** Excerpts from a dataset **
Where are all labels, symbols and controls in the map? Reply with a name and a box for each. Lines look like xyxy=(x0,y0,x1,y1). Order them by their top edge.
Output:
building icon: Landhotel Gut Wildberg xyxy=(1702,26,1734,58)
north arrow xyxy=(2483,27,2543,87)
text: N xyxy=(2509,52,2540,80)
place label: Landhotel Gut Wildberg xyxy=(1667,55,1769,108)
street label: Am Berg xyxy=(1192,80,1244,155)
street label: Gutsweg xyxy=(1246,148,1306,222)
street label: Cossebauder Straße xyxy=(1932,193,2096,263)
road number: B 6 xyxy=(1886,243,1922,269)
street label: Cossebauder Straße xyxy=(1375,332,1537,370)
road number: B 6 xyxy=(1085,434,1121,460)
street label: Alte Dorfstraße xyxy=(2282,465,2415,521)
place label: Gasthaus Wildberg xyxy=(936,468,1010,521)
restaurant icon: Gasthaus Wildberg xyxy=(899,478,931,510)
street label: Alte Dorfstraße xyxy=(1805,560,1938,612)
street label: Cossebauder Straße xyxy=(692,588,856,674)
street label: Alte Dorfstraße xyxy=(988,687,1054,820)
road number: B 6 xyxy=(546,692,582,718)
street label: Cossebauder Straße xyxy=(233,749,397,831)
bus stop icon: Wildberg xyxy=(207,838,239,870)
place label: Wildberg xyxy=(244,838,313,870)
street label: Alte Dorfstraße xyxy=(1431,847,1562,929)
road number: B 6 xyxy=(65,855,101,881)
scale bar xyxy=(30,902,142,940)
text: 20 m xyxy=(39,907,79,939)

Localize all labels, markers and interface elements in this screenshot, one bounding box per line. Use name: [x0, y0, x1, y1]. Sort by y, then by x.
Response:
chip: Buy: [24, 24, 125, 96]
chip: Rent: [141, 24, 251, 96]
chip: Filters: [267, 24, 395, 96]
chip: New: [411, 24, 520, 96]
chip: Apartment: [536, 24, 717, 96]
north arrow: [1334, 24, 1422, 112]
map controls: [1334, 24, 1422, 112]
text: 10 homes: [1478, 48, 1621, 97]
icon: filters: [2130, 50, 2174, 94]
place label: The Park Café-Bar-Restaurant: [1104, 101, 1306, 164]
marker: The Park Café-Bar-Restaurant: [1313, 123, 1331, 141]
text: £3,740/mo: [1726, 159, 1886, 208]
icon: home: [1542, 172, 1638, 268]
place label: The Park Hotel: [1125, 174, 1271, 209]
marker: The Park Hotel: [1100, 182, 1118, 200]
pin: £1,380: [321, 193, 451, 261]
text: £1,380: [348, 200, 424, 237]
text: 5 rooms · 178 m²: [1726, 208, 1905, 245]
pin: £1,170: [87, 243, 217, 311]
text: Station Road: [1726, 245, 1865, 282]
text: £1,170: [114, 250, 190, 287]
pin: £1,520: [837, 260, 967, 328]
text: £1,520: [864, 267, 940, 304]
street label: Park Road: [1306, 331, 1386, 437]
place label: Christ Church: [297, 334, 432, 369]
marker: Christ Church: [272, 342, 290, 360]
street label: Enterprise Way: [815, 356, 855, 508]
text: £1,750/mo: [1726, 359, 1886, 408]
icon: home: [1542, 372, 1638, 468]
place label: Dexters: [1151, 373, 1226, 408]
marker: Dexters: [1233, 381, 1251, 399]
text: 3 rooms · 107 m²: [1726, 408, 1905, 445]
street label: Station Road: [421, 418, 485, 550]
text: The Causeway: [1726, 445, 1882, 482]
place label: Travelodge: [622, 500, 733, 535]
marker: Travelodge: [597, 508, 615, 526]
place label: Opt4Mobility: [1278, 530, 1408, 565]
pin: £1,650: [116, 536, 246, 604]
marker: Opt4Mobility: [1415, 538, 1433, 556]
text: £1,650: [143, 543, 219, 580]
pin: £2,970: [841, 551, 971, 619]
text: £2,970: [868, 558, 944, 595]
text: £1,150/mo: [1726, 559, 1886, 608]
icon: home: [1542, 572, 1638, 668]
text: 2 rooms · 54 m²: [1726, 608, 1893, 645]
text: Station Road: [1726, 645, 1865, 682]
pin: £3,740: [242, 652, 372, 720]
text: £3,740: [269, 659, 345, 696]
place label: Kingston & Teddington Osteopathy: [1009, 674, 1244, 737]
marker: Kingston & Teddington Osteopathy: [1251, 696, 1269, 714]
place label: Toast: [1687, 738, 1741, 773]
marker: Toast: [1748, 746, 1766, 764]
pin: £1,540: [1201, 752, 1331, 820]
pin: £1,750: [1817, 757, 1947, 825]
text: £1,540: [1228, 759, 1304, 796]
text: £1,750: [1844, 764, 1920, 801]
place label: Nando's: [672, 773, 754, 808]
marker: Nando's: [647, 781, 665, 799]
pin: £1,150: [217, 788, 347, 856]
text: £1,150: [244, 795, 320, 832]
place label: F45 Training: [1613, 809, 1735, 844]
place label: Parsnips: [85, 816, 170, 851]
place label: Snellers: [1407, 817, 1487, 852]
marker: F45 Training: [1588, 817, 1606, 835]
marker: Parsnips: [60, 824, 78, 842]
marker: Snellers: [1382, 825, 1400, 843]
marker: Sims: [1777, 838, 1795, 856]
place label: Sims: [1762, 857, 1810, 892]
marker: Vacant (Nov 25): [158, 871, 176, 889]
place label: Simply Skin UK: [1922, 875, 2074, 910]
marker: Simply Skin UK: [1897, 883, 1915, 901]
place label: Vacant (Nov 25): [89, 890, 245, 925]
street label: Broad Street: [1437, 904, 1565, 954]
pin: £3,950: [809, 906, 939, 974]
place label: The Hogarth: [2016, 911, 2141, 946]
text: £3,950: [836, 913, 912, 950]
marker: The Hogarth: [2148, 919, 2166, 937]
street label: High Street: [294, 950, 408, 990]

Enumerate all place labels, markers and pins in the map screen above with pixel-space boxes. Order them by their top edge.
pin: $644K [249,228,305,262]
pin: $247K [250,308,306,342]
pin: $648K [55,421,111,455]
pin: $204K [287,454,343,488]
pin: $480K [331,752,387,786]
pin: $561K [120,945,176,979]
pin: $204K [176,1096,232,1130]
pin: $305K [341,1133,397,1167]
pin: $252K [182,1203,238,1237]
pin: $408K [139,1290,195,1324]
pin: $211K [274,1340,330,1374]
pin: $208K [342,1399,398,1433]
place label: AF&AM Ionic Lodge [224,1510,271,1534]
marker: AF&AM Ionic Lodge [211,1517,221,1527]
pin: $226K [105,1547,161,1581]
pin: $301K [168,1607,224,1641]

** WORK INSTRUCTIONS **
Every line holding the word "with" should be copied out of the records above.

** REPLY **
Where are all labels, symbols and controls in the map? Reply with a name and a box for each. Lines look like xyxy=(x0,y0,x1,y1). Order them by their top edge.
Enumerate all place labels, markers and pins in the map screen above with pixel-space boxes. Order them by their top edge.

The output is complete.